They say “a watched kettle never boils” as a metaphor for the way time seems to pass differently in various circumstances. The opposite might be, “Time flies when you’re having fun.”
From my experience, time passed glacially during the weeks I was stuck in the hospital, no matter how modern and nice an institution it may have been. The days grind on with nothing but a television for companions and the occasional visitor.
Being hospitalized is generally a lonely thing. Family has work or school to attend. For me, the hours of the days were measured by the time in between meals. I came to look forward to bedtime, if for no other reason than to end that day’s intolerability. But if you’ve ever stayed in a hospital, you know that the nights are never restful. Throughout the night, nurses and techs wake you from your fitful slumber to take vitals.
I learned to fill the neverending days with art and writing. I literally brought a full-size wooden easel and all the necessary supplies to paint. I set the easel up in my room, and all day long I would work on paintings. I hadn’t really been a painter before, but I thought this would be a good time to learn. How else was I going to pass the time?

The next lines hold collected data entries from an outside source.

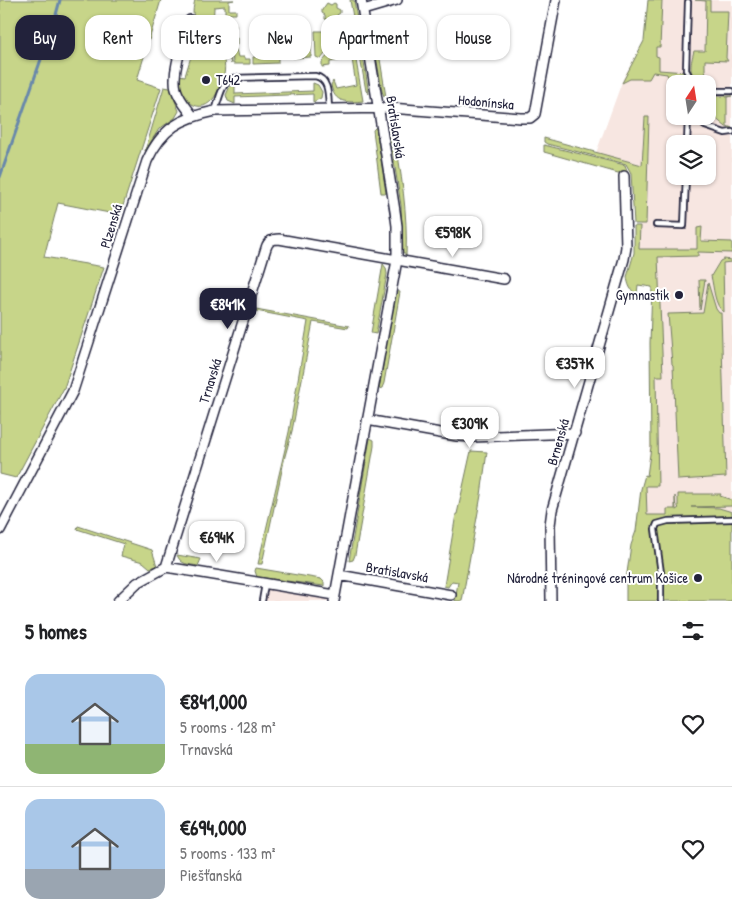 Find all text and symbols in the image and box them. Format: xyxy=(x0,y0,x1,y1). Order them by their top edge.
chip: Buy xyxy=(15,15,75,60)
chip: Rent xyxy=(85,15,151,60)
chip: Filters xyxy=(161,15,239,60)
chip: New xyxy=(249,15,311,60)
chip: Apartment xyxy=(321,15,427,60)
chip: House xyxy=(437,15,510,60)
place label: T642 xyxy=(216,70,240,89)
marker: T642 xyxy=(200,74,212,86)
north arrow xyxy=(666,75,716,125)
map controls xyxy=(666,75,716,185)
street label: Hodonínska xyxy=(457,90,515,113)
street label: Bratislavská xyxy=(382,94,411,160)
button: layers xyxy=(666,135,716,185)
street label: Plzenská xyxy=(95,201,126,250)
pin: €598K xyxy=(418,216,488,258)
text: €598K xyxy=(435,221,471,243)
place label: Gymnastik xyxy=(616,285,669,305)
pin: €841K xyxy=(193,288,263,330)
marker: Gymnastik xyxy=(673,289,685,301)
text: €841K xyxy=(211,293,245,315)
pin: €357K xyxy=(540,346,610,389)
text: €357K xyxy=(556,352,594,374)
street label: Trnavská xyxy=(194,356,225,406)
pin: €309K xyxy=(435,406,505,449)
text: €309K xyxy=(452,412,488,434)
street label: Brnenská xyxy=(542,416,573,467)
pin: €694K xyxy=(182,520,252,563)
text: €694K xyxy=(200,526,234,548)
street label: Bratislavská xyxy=(365,557,430,586)
place label: Národné tréningové centrum Košice xyxy=(507,568,688,588)
marker: Národné tréningové centrum Košice xyxy=(692,572,704,584)
text: 5 homes xyxy=(25,617,87,646)
icon: filters xyxy=(679,617,707,645)
text: €841,000 xyxy=(180,687,247,716)
icon: home xyxy=(65,694,125,754)
icon: heart xyxy=(679,710,707,738)
text: 5 rooms · 128 m² xyxy=(180,716,276,738)
text: Trnavská xyxy=(180,738,233,760)
text: €694,000 xyxy=(180,813,247,842)
icon: home xyxy=(65,819,125,879)
icon: heart xyxy=(679,835,707,863)
text: 5 rooms · 133 m² xyxy=(180,842,276,864)
text: Piešťanská xyxy=(180,864,242,886) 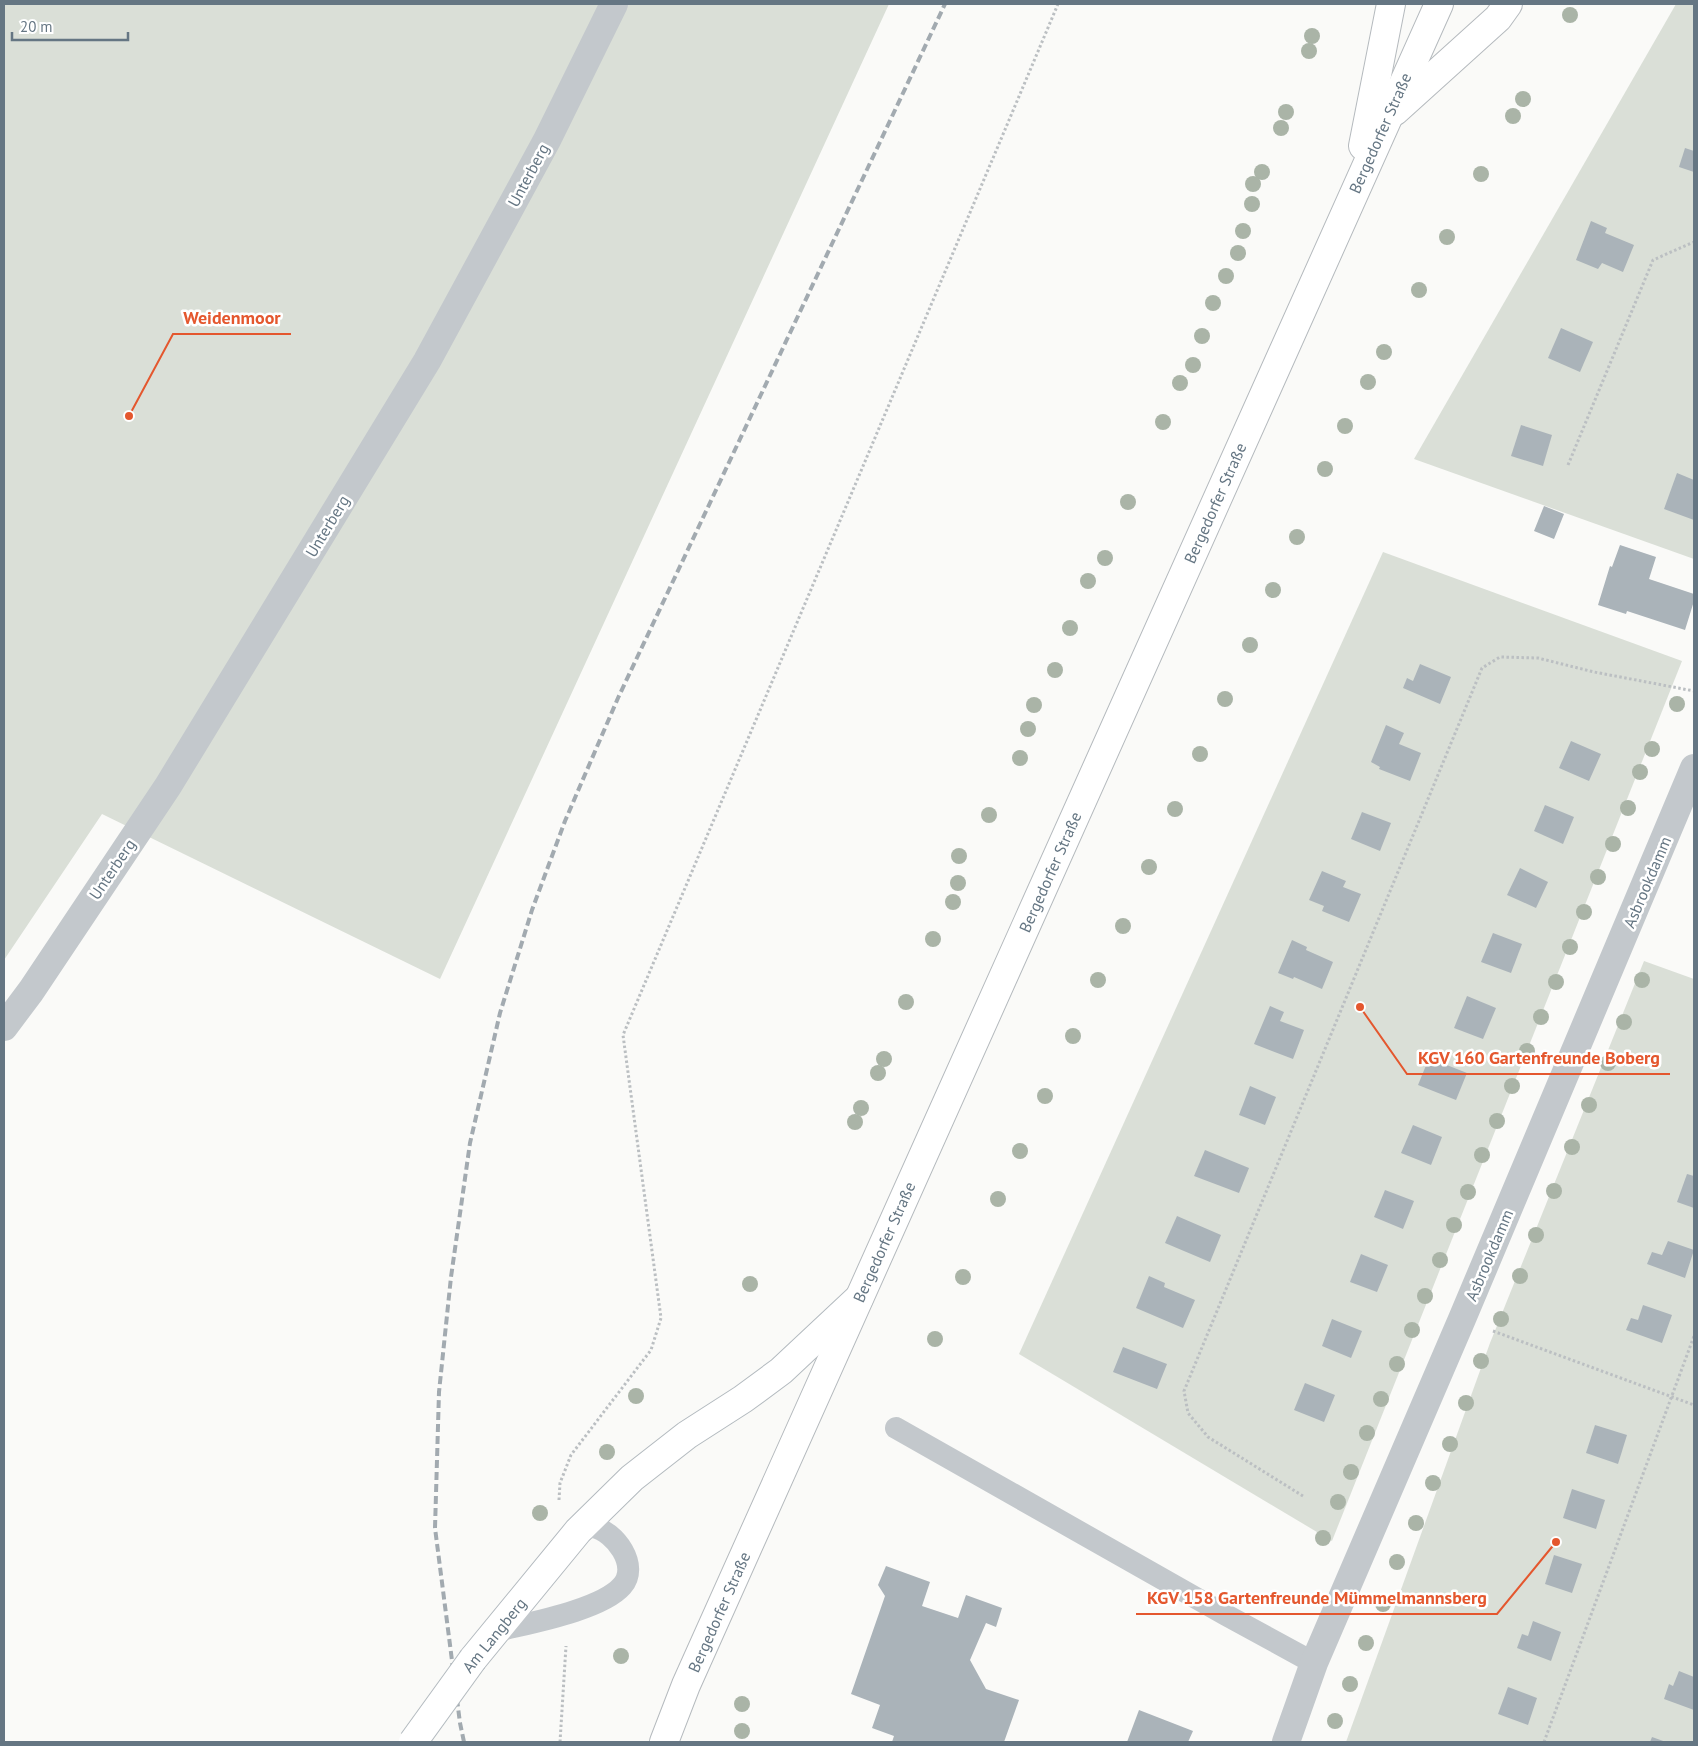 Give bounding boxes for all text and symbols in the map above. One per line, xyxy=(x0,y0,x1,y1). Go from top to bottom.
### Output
scale bar xyxy=(12,10,129,42)
text: 20 m xyxy=(20,17,53,36)
street label: Bergedorfer Straße xyxy=(1344,70,1416,196)
street label: Unterberg xyxy=(503,140,553,210)
callout: Weidenmoor xyxy=(173,301,291,334)
text: Weidenmoor xyxy=(183,306,281,329)
street label: Bergedorfer Straße xyxy=(1179,440,1251,566)
street label: Unterberg xyxy=(301,491,353,561)
street label: Bergedorfer Straße xyxy=(1014,809,1086,935)
street label: Asbrookdamm xyxy=(1619,833,1675,931)
street label: Unterberg xyxy=(84,835,140,903)
callout: KGV 160 Gartenfreunde Boberg xyxy=(1407,1041,1670,1074)
text: KGV 160 Gartenfreunde Boberg xyxy=(1418,1046,1660,1069)
street label: Bergedorfer Straße xyxy=(848,1179,920,1305)
street label: Asbrookdamm xyxy=(1461,1206,1517,1304)
street label: Bergedorfer Straße xyxy=(683,1549,755,1675)
callout: KGV 158 Gartenfreunde Mümmelmannsberg xyxy=(1136,1581,1497,1614)
text: KGV 158 Gartenfreunde Mümmelmannsberg xyxy=(1147,1586,1487,1609)
street label: Am Langberg xyxy=(458,1593,530,1677) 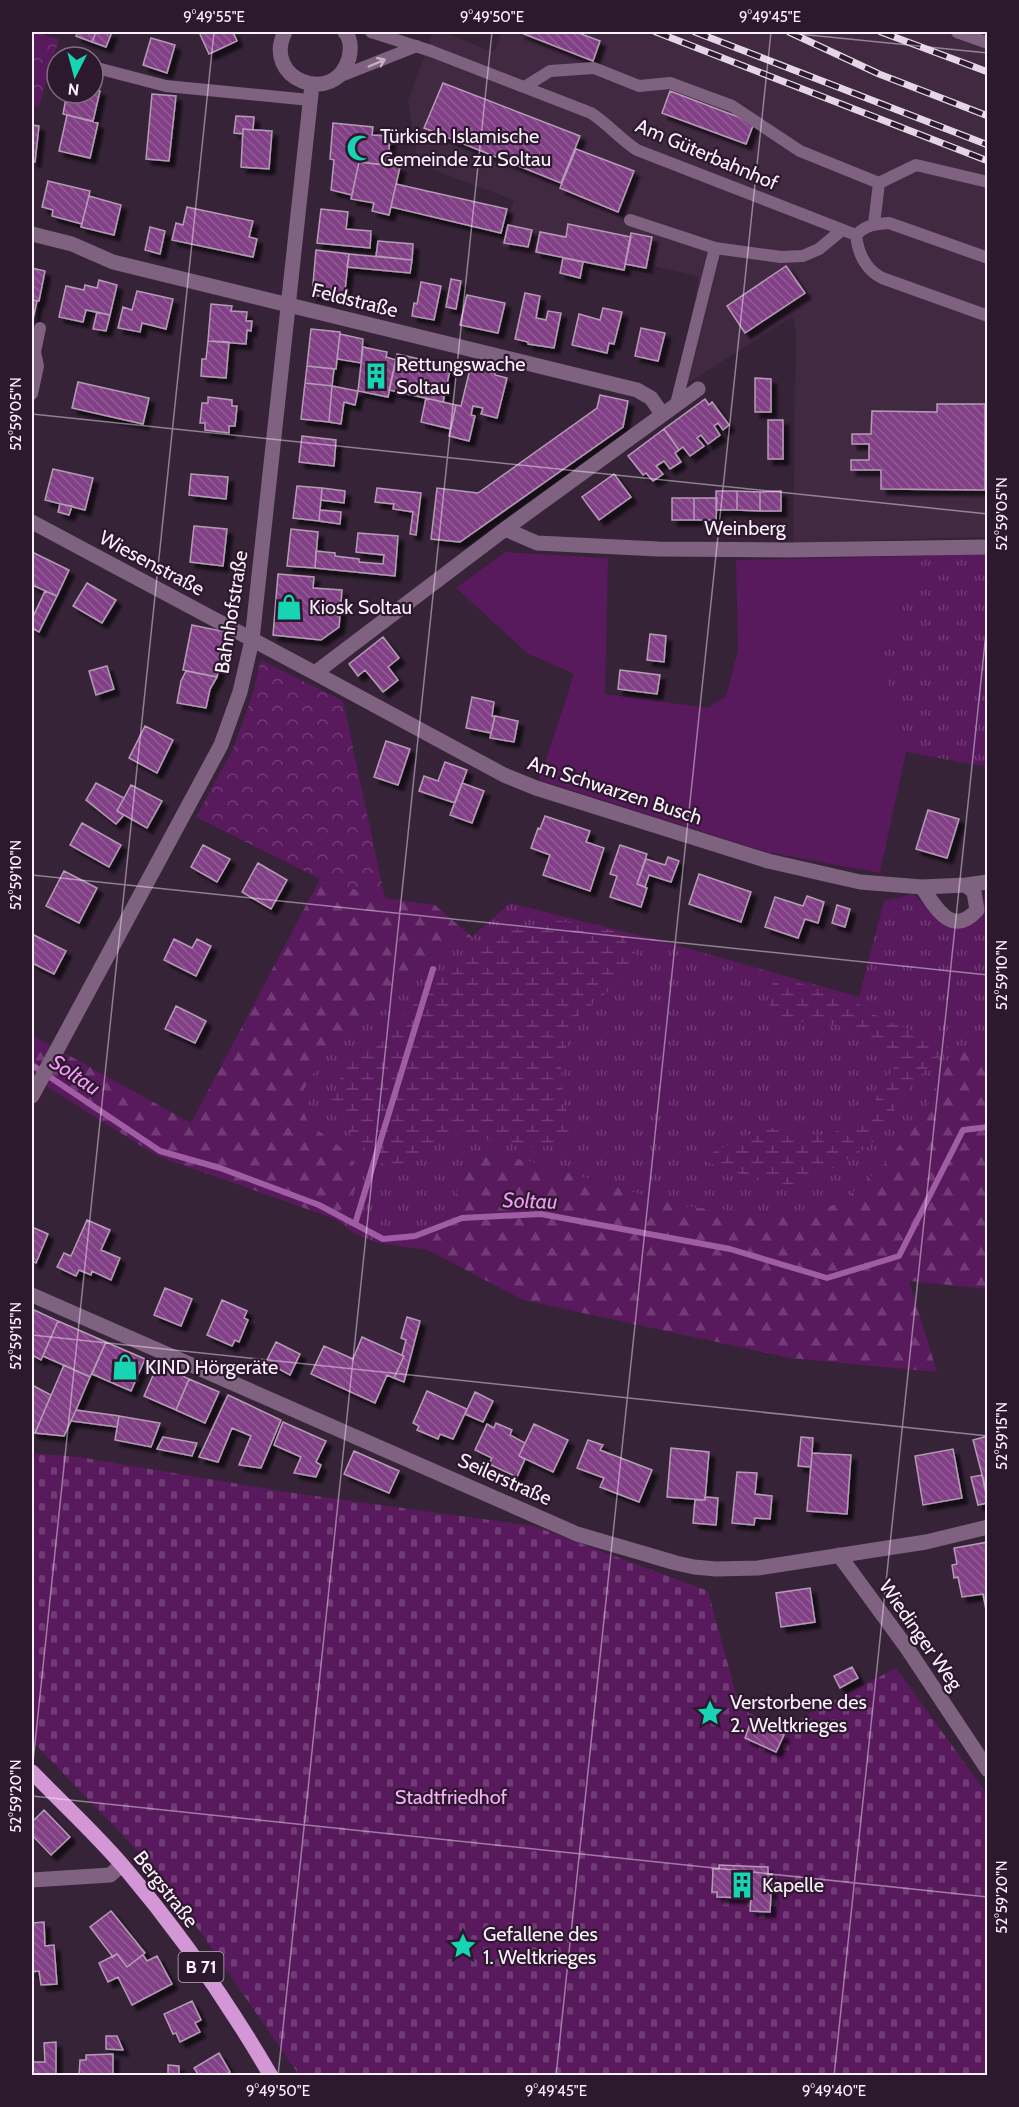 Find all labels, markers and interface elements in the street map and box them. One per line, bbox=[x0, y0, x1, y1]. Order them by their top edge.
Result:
text: 9°49'55"E bbox=[183, 8, 245, 26]
text: 9°49'50"E bbox=[460, 8, 524, 26]
text: 9°49'45"E bbox=[739, 8, 801, 26]
north arrow bbox=[45, 45, 105, 105]
one-way arrow bbox=[367, 57, 385, 68]
text: N bbox=[67, 79, 80, 99]
street label: Am Güterbahnhof bbox=[632, 113, 782, 195]
place label: Türkisch Islamische Gemeinde zu Soltau bbox=[380, 124, 551, 171]
mosque icon: Türkisch Islamische Gemeinde zu Soltau bbox=[345, 133, 375, 163]
street label: Feldstraße bbox=[309, 278, 401, 322]
place label: Rettungswache Soltau bbox=[396, 352, 525, 399]
building icon: Rettungswache Soltau bbox=[361, 361, 391, 391]
text: 52°59'05"N bbox=[7, 377, 25, 451]
text: 52°59'05"N bbox=[993, 477, 1011, 551]
street label: Weinberg bbox=[704, 516, 787, 540]
street label: Wiesenstraße bbox=[95, 525, 209, 601]
street label: Bahnhofstraße bbox=[209, 549, 253, 675]
shop icon: Kiosk Soltau bbox=[274, 592, 304, 622]
place label: Kiosk Soltau bbox=[309, 595, 412, 619]
street label: Am Schwarzen Busch bbox=[525, 751, 705, 829]
text: 52°59'10"N bbox=[7, 840, 25, 910]
text: 52°59'10"N bbox=[993, 940, 1011, 1010]
water label: Soltau bbox=[46, 1049, 105, 1100]
water label: Soltau bbox=[502, 1187, 558, 1214]
text: 52°59'15"N bbox=[7, 1302, 25, 1370]
shop icon: KIND Hörgeräte bbox=[110, 1352, 140, 1382]
place label: KIND Hörgeräte bbox=[145, 1355, 278, 1379]
text: 52°59'15"N bbox=[993, 1402, 1011, 1470]
street label: Seilerstraße bbox=[455, 1448, 555, 1510]
street label: Wiedinger Weg bbox=[874, 1575, 968, 1696]
place label: Verstorbene des 2. Weltkrieges bbox=[730, 1690, 867, 1737]
place icon: Verstorbene des 2. Weltkrieges bbox=[695, 1698, 725, 1728]
text: 52°59'20"N bbox=[7, 1759, 25, 1833]
park label: Stadtfriedhof bbox=[395, 1785, 508, 1809]
street label: Bergstraße bbox=[129, 1846, 203, 1932]
text: 52°59'20"N bbox=[993, 1860, 1011, 1934]
building icon: Kapelle bbox=[727, 1870, 757, 1900]
place label: Kapelle bbox=[762, 1873, 824, 1897]
place label: Gefallene des 1. Weltkrieges bbox=[483, 1922, 598, 1969]
place icon: Gefallene des 1. Weltkrieges bbox=[448, 1931, 478, 1961]
road number: B 71 bbox=[178, 1952, 224, 1982]
text: 9°49'50"E bbox=[246, 2082, 310, 2100]
text: 9°49'45"E bbox=[525, 2082, 587, 2100]
text: 9°49'40"E bbox=[802, 2082, 866, 2100]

Frequently, passersby in the hallway did a double take, seeing me standing before the massive easel wearing a black apron with one hand grasping a colorful palette and the other a paint brush as I leaned onto the canvas. No one had ever seen anything like that before. Patients read books, watched television, quietly ate their tasteless hospital meals or napped throughout the long days, but they didn’t set up a painting studio in their room. They were probably glad I didn’t decide to take up other hobbies like chainsaw carving or axe throwing.
During each week-long stay, I brought a blank canvas to create a new image. During my December stay, for instance, I painted a vintage camper trailer at night in a snowfall, complete with lights lining the edge of the camper. I modeled it after my own 1965 vintage camper. When I got home, I glued Christmas lights onto the canvas, so that once hung on the wall and plugged in the painting glowed in the dark.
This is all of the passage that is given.